Problem requirements: Please return, with no alterations, the lines below from the very first through the one that contains "width:63px; height:63px; display:grid;".

Stored data
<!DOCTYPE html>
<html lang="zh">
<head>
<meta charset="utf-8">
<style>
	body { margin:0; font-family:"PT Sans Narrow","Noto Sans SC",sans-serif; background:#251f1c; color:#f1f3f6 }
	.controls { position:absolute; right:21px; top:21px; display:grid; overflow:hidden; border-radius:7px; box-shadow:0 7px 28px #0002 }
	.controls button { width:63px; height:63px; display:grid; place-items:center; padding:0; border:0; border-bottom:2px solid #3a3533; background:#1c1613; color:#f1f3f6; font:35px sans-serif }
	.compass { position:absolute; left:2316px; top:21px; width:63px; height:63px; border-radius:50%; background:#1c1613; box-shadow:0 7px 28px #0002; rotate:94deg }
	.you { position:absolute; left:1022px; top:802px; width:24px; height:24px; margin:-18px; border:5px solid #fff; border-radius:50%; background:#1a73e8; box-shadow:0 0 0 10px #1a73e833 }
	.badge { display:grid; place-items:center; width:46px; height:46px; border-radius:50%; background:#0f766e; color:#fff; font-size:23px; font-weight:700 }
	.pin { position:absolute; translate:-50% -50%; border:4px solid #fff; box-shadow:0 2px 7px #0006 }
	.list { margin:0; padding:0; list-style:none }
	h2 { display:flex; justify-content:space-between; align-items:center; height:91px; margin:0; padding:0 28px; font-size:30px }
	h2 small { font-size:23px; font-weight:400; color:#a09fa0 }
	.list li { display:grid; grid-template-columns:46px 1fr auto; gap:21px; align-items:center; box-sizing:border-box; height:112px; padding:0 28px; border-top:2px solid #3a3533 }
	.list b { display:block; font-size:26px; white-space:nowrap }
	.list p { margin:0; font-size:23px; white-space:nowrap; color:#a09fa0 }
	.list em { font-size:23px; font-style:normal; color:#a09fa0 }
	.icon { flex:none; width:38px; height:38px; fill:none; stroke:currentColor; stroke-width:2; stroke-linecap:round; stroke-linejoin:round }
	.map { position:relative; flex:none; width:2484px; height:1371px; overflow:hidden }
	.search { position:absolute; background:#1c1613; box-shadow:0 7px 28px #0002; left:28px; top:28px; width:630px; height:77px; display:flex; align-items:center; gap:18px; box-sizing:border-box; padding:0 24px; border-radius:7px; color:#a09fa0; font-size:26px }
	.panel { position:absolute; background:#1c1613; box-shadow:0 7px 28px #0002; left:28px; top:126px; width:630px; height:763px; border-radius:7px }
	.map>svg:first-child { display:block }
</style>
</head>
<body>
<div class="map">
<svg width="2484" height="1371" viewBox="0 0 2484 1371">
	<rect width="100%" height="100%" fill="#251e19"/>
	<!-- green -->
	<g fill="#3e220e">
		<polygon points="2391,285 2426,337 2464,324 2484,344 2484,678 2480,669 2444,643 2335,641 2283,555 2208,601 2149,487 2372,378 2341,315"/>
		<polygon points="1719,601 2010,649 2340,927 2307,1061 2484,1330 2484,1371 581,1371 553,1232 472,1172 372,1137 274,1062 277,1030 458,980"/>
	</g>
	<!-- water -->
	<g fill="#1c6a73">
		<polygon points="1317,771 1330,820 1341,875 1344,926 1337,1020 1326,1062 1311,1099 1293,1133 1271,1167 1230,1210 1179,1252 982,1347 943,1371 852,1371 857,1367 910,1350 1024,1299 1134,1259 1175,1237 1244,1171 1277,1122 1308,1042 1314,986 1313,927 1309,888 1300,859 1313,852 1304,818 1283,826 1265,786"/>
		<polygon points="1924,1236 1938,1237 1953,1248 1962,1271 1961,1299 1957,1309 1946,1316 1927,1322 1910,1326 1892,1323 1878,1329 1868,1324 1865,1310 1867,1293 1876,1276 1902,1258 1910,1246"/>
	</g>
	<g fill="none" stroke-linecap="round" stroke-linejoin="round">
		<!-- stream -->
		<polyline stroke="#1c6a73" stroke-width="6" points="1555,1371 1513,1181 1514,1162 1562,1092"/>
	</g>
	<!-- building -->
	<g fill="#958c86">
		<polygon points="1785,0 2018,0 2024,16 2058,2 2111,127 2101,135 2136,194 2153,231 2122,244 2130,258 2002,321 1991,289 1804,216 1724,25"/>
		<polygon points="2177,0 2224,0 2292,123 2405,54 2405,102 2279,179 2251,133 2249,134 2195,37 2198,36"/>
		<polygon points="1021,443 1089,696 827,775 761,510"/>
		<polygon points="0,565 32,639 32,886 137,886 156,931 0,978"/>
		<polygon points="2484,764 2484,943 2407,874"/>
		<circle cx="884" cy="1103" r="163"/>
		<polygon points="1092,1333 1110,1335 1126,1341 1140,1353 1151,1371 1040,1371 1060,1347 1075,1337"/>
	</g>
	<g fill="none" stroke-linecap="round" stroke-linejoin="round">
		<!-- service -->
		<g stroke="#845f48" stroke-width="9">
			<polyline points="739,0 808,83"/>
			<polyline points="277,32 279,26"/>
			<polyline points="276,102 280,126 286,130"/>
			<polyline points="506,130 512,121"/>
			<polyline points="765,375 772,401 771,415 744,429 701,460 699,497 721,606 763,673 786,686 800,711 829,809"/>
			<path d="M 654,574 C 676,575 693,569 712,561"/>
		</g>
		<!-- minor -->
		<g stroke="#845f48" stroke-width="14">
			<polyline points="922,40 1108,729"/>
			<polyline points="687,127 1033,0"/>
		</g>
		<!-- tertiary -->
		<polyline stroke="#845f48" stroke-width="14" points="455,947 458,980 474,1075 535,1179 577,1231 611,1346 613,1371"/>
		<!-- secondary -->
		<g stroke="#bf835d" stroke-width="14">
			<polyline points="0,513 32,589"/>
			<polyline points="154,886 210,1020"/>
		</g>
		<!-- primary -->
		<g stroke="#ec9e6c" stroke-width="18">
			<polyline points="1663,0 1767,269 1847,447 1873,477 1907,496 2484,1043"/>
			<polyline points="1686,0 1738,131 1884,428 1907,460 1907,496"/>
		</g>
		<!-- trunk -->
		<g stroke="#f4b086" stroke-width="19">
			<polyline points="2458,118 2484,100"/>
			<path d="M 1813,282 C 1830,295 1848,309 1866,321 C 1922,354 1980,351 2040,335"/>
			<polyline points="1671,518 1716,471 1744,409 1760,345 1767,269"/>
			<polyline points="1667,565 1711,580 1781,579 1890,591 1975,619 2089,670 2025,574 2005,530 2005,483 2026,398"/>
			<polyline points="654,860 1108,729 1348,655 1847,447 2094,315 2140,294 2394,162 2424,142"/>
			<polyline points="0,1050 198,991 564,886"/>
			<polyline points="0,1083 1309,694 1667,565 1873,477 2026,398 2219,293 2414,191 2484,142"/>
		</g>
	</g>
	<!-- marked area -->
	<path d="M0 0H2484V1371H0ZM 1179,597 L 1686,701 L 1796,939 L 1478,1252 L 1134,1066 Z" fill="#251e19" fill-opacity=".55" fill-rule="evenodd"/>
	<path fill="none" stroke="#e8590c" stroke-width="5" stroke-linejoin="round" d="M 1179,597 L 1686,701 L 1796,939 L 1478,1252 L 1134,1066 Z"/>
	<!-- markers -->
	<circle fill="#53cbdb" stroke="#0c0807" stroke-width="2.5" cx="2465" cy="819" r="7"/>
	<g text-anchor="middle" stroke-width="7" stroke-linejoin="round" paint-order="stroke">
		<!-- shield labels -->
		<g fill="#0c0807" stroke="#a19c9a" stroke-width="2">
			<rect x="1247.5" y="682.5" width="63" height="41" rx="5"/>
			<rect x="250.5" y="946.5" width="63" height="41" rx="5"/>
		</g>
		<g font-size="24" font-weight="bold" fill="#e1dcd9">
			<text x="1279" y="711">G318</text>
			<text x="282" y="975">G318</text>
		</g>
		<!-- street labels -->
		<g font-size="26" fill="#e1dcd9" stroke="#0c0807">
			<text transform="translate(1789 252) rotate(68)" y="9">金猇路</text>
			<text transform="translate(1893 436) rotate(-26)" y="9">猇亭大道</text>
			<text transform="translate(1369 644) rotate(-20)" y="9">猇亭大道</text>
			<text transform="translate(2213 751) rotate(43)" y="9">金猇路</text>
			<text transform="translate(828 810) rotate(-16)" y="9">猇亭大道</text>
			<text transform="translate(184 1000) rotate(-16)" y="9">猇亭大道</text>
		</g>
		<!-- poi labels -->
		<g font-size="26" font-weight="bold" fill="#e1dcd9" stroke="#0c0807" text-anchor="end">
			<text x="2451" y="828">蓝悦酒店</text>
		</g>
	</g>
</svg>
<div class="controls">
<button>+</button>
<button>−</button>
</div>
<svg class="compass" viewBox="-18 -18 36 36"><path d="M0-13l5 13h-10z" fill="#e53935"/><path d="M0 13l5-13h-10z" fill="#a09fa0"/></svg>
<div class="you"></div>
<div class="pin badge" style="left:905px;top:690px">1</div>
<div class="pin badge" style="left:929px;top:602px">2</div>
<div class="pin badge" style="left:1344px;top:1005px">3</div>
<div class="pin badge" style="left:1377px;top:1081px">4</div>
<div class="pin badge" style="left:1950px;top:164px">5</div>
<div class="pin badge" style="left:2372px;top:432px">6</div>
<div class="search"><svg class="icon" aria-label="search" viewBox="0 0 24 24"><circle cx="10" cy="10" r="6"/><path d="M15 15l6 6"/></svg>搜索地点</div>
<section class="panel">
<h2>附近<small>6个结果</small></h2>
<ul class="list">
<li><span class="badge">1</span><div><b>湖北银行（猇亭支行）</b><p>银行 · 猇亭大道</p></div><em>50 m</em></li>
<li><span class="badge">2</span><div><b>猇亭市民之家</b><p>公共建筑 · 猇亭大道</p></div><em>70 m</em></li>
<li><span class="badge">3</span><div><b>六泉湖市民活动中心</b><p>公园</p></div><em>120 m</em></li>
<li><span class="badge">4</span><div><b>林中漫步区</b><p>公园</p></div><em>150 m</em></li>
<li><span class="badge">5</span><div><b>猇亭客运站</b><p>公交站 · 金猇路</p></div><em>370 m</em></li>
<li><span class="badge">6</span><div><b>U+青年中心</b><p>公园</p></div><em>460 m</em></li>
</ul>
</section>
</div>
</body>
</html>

Written solution:
<!DOCTYPE html>
<html lang="zh">
<head>
<meta charset="utf-8">
<style>
	body { margin:0; font-family:"PT Sans Narrow","Noto Sans SC",sans-serif; background:#251f1c; color:#f1f3f6 }
	.controls { position:absolute; right:21px; top:21px; display:grid; overflow:hidden; border-radius:7px; box-shadow:0 7px 28px #0002 }
	.controls button { width:63px; height:63px; display:grid; place-items:center; padding:0; border:0; border-bottom:2px solid #3a3533; background:#1c1613; color:#f1f3f6; font:35px sans-serif }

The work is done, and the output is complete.